**PROMPT**: All lines in the data below carrying the string "strokeStyle" are to be located and copied.

(GIVEN INFORMATION begins)

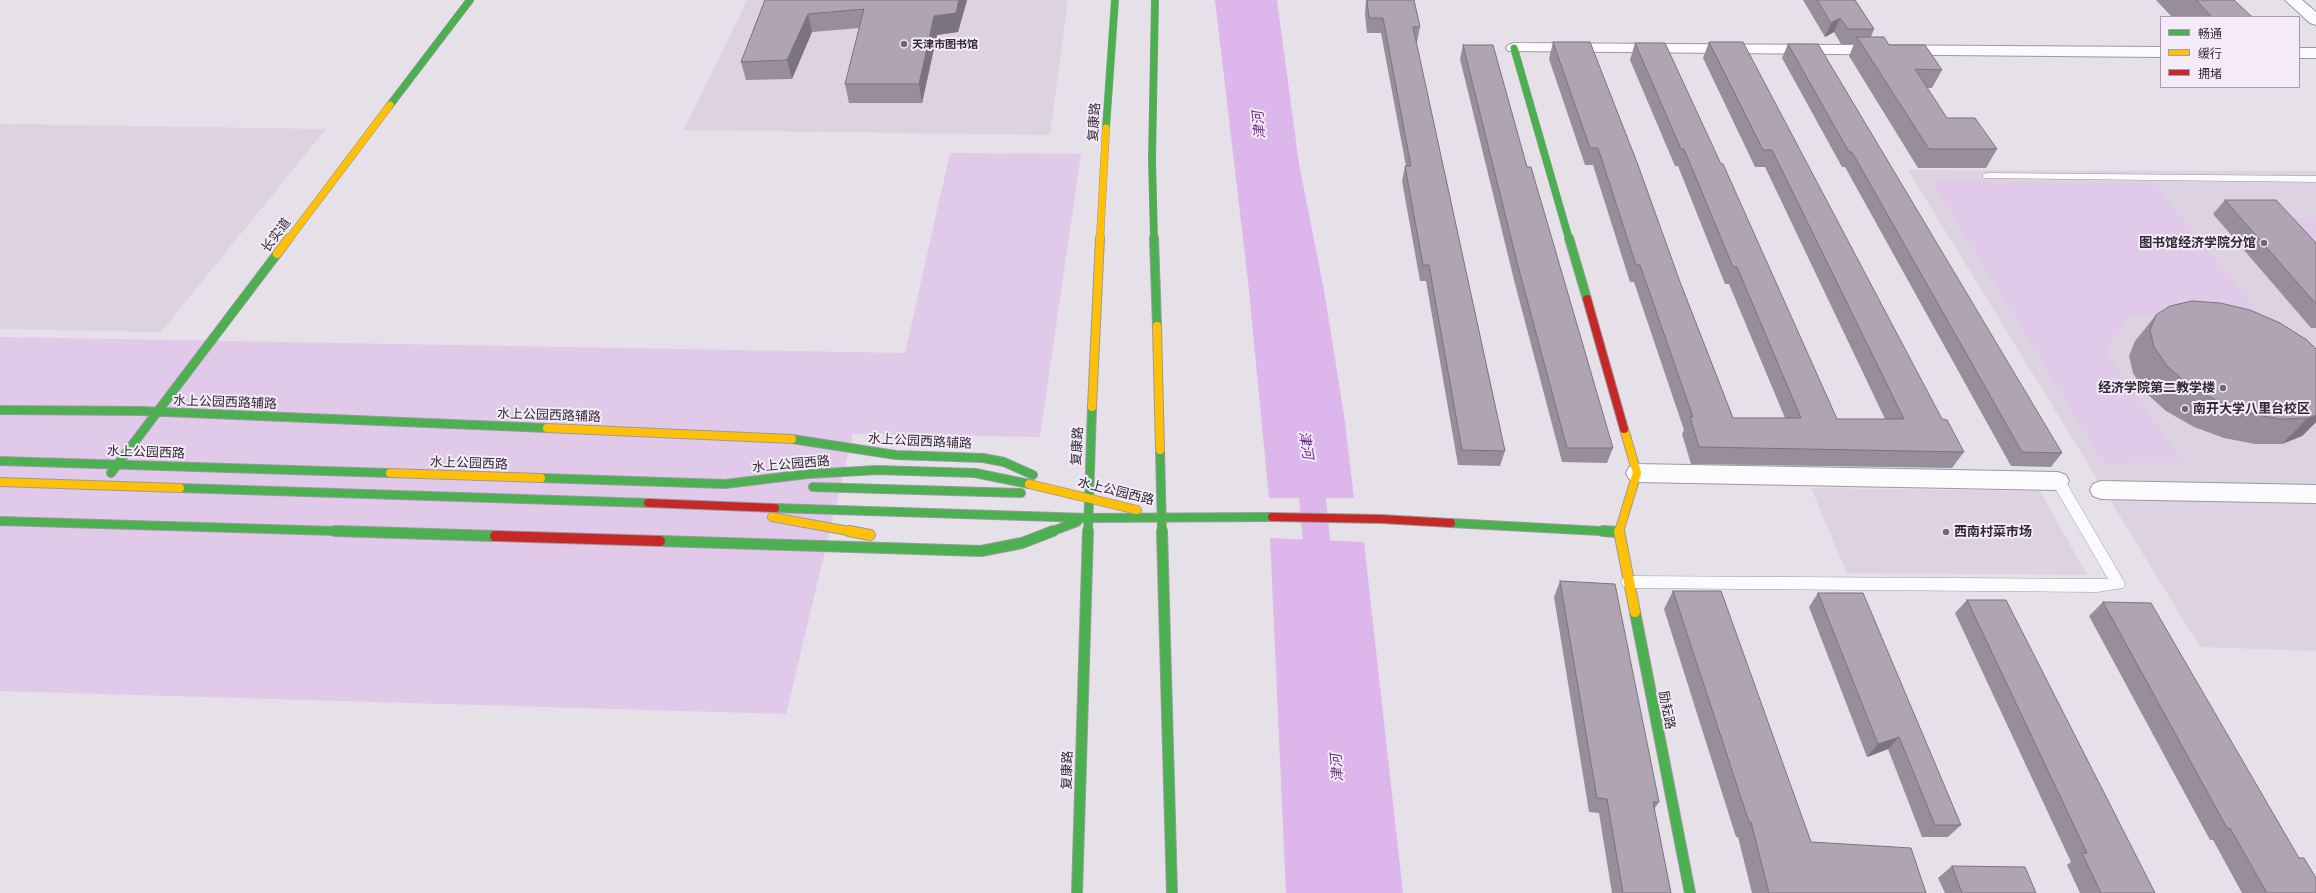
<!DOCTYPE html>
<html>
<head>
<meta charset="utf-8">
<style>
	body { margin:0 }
	#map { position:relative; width:2316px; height:893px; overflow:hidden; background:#e6e0e8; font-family:"Exo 2","Noto Sans SC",sans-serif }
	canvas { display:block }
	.legend { position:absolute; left:2160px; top:16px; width:140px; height:72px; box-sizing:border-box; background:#f4eaf9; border:1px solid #a59ea9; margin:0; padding:5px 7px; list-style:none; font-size:12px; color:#2f2b30 }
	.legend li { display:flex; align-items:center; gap:8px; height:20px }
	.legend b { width:20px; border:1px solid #a59ea9 }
</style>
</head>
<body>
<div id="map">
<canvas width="2316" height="893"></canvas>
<ul class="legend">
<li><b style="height:5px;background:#4caf50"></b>畅通</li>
<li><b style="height:5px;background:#ffc107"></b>缓行</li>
<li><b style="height:5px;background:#c62828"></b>拥堵</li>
</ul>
</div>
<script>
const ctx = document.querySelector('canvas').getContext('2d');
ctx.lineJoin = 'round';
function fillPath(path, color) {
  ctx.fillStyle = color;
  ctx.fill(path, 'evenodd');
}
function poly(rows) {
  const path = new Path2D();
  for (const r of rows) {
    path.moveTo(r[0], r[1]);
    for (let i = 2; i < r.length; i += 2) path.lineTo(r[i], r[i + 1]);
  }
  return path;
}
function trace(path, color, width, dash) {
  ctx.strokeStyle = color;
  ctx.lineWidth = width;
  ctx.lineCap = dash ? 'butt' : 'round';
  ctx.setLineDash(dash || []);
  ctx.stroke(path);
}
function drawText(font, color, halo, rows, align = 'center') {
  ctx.font = font + ' "Exo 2","Noto Sans SC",sans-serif';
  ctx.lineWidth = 4;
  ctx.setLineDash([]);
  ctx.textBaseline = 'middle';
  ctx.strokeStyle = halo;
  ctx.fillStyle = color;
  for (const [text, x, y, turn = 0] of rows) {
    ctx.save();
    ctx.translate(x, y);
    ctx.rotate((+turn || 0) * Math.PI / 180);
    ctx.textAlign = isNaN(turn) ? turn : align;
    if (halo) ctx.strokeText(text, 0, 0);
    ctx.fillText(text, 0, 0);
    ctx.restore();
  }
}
fillPath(poly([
	[747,0,1068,0,1050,135,684,130],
	[0,124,326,129,161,332,0,329],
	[1908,170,2316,171,2316,651,2200,647],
	[1811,488,2040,491,2087,575,1847,573]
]), '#ddd2e1');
fillPath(poly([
	[950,153,1081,154,1040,437,853,434,786,714,0,691,0,337,905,353],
	[1932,181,2154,183,2262,317,2128,316,2106,352,2183,462,2104,463],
	[2287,217,2316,218,2316,252]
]), '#e0c9e9');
fillPath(poly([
	[1215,0,1277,0,1299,164,1324,290,1344,415,1354,498,1269,498,1248,281],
	[1270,538,1364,542,1403,893,1286,893]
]), '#ddb7ec');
fillPath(poly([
	[1309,455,1318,458,1322,465,1334,574,1330,582,1320,585,1310,582,1306,574,1296,465,1300,458,1309,455]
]), '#ddb7ec');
const lane = poly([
	[1987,173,2316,176,2316,182,1983,178,1983,174,1987,173],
	[2058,476,2063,477,2123,580,2125,584,2123,588,2097,592,1628,588,1623,586,1621,582,1623,578,1628,576,2108,579,2051,481,2053,477,2058,476]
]);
const street = poly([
	[2285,0,2302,0,2316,12,2316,25,2310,23,2285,0],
	[1514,43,2161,47,2161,57,1508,51,1506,48,1508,45,1514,43],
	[2299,48,2316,48,2316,58,2299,58,2299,48],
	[1637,464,2058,472,2066,475,2069,481,2066,487,2058,490,1637,482,1629,479,1626,473,1629,467,1637,464],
	[2101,481,2316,485,2316,503,2101,499,2093,496,2090,490,2093,484,2101,481]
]);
const fastFar2 = poly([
	[1514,48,1569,239],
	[390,105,470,0],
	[1106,128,1115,0],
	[1154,239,1152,159,1155,0]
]);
const fastFar1 = poly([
	[1154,238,1157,326],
	[1569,238,1587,299],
	[0,410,141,411,547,428],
	[792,439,896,455,983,458,1004,462,1033,475],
	[1160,450,1162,532],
	[0,461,390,473],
	[111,473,277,254],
	[541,478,725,484,808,474,877,470,975,473,1029,484],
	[813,487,1021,493],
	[180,488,648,503],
	[775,508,1087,518,1272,517],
	[0,521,368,532],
	[1451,523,1619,532],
	[1050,532,1077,522],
	[1088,532,1092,407]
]);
const fast = poly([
	[335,531,495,536],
	[1162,531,1172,893],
	[1603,531,1619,532],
	[660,541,981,551,1022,543,1053,531],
	[1635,612,1690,893],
	[1077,893,1088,531]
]);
const slowFar2 = poly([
	[289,239,390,105],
	[1100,239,1106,128]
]);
const slowFar1 = poly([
	[277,254,289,238],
	[1157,326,1160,450],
	[1092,407,1100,238],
	[547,428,792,439],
	[390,473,541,478],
	[0,482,180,488],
	[1029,484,1137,510],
	[772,517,854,532],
	[1619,532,1637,473,1624,429]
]);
const slow = poly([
	[849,531,870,535],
	[1619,531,1635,612]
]);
const jamFar1 = poly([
	[1587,299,1624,429],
	[648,503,775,508],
	[1272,517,1381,519,1451,523]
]);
const jam = poly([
	[495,536,660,541]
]);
trace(lane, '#9d999f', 1);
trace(street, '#9d999f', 2);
trace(fastFar2, '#9d999f', 8);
trace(fastFar1, '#9d999f', 10);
trace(fast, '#9d999f', 12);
trace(slowFar2, '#9d999f', 8);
trace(slowFar1, '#9d999f', 10);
trace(slow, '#9d999f', 12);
trace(jamFar1, '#9d999f', 10);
trace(jam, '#9d999f', 12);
fillPath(lane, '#fbfafc');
fillPath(street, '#fbfafc');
trace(fastFar2, '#4caf50', 7);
trace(fastFar1, '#4caf50', 8);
trace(fast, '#4caf50', 10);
trace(slowFar2, '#ffc107', 7);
trace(slowFar1, '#ffc107', 8);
trace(slow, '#ffc107', 10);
trace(jamFar1, '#c62828', 8);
trace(jam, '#c62828', 10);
fillPath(poly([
	[765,0,967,0,958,32,937,35,922,103,849,103,845,84,859,28,812,32,792,79,746,80,741,62],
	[1366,0,1420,27,1417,42,1416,42,1505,451,1500,466,1458,465,1426,281,1420,281,1402,181,1405,166,1406,166,1381,33,1367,33,1365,14],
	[1803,0,1855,0,1874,29,1871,37,1889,45,1942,70,1932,88,1927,88,1947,118,1997,149,1986,168,1918,168,1849,56,1854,44,1841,44,1834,32,1825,37],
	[2156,0,2234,0,2252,17,2172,17],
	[1553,42,1680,282,1733,418,1785,418,1729,284,1725,284,1678,166,1675,166,1630,60,1635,43,1837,419,1885,419,1765,167,1755,167,1703,58,1709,42,1942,419,1964,452,1952,468,1691,464,1682,434,1684,430,1634,282,1630,282,1593,165,1585,165,1549,59],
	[1788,44,2062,453,2051,467,2011,466,1845,167,1842,167,1782,58],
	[1463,45,1527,167,1613,448,1607,463,1562,462,1514,280,1460,59],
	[2225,200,2316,243,2316,328,2311,328,2213,214],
	[2156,315,2316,422,2302,436,2282,444,2255,444,2224,438,2194,427,2166,411,2145,392,2133,373,2129,356,2135,341],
	[1560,581,1659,802,1654,809,1671,893,1612,893,1599,813,1589,812,1554,597],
	[1673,591,1811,842,1926,893,1752,893,1738,837,1736,837,1664,609],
	[1818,593,1961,825,1948,837,1922,837,1888,749,1867,757,1809,607],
	[1967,600,2155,893,2080,893,2067,865,2071,862,1955,613],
	[2103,602,2299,858,2316,893,2242,893,2213,840,2210,840,2089,616],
	[1952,866,2036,893,1945,893,1938,878]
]), '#978d9b');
fillPath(poly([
	[959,0,967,0,958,32,937,35,922,103,919,84,934,16],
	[808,14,812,32,792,79,787,60],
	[1840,18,1834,32,1825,37,1831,23],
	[2316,415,2316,422,2302,436,2282,444,2308,418],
	[1899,737,1888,749,1867,757,1878,744]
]), '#7b737e');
const building = poly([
	[765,0,959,0,956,13,934,16,919,84,845,84,864,9,808,14,787,60,741,62,765,0],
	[1367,0,1414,0,1420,27,1413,27,1505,451,1462,450,1429,265,1423,265,1405,166,1411,166,1383,18,1369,18,1367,0],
	[1817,0,1855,0,1874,29,1848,29,1840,18,1831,23,1817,0],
	[2196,0,2234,0,2252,17,2212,17,2196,0],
	[1857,37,1884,37,1889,45,1925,45,1942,70,1915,69,1947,118,1975,118,1997,149,1929,149,1857,37],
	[1553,42,1590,42,1638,165,1680,282,1733,418,1801,418,1737,267,1733,267,1684,149,1681,149,1635,43,1665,43,1721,164,1723,164,1837,419,1904,419,1772,150,1763,150,1709,42,1743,42,1942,419,1947,420,1964,452,1699,447,1690,417,1693,417,1640,265,1636,265,1598,148,1590,148,1553,42],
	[1788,44,1818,44,2062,453,2022,452,1852,152,1849,152,1788,44],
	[1463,45,1493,45,1527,167,1531,167,1613,448,1567,448,1518,266,1463,45],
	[2225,200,2276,200,2316,243,2316,304,2225,200],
	[2192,301,2220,303,2250,310,2280,323,2307,340,2316,349,2316,415,2308,418,2280,419,2248,413,2217,401,2189,385,2167,366,2154,347,2150,330,2156,315,2170,306,2192,301],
	[1560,581,1615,584,1659,802,1653,802,1671,893,1623,893,1607,799,1597,798,1560,581],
	[1673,591,1721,591,1811,842,1911,848,1926,893,1769,893,1751,822,1749,822,1673,591],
	[1818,593,1863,593,1961,825,1935,825,1899,737,1878,744,1818,593],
	[1967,600,2006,600,2155,893,2101,893,2082,853,2087,853,1967,600],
	[2103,602,2151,603,2299,858,2304,858,2316,878,2316,893,2267,893,2230,828,2227,828,2103,602],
	[1952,866,2025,867,2036,893,1962,893,1952,866]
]);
fillPath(building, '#b0a4b4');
trace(building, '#7b737e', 1);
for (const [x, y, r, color] of [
	[904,44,4,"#6f6a70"],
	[2264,243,4,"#6f6a70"],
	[2223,388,4,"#6f6a70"],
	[2185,409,4,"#6f6a70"],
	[1946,532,4,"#6f6a70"]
]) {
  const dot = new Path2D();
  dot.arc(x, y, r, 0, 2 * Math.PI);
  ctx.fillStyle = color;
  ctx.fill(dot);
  trace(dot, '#f4eaf9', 1.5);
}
drawText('bold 11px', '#2f2b30', '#f4eaf9', [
	["天津市图书馆",912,44]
], 'left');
drawText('13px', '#2f2b30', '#f4eaf9', [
	["复康路",1094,122,-86],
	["长实道",276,235,-53],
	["水上公园西路辅路",225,402,2],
	["水上公园西路辅路",549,415,2],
	["水上公园西路辅路",920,441,3],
	["复康路",1077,446,-87],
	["水上公园西路",146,452,2],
	["水上公园西路",469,463,2],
	["水上公园西路",791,464,-5],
	["水上公园西路",1116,491,14],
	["励耘路",1667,710,79],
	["复康路",1067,770,-88]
]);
drawText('bold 13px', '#2f2b30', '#f4eaf9', [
	["图书馆经济学院分馆",2256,243],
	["经济学院第二教学楼",2215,388],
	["南开大学八里台校区",2193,409,"left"],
	["西南村菜市场",1954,532,"left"]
], 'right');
drawText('italic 14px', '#6c2f83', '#f4eaf9', [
	["津河",1259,125,-96],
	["津河",1306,445,81],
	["津河",1337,768,-95]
]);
</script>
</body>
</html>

(GIVEN INFORMATION ends)

**ANSWER TO THE EXERCISE**:
  ctx.strokeStyle = color;
  ctx.strokeStyle = halo;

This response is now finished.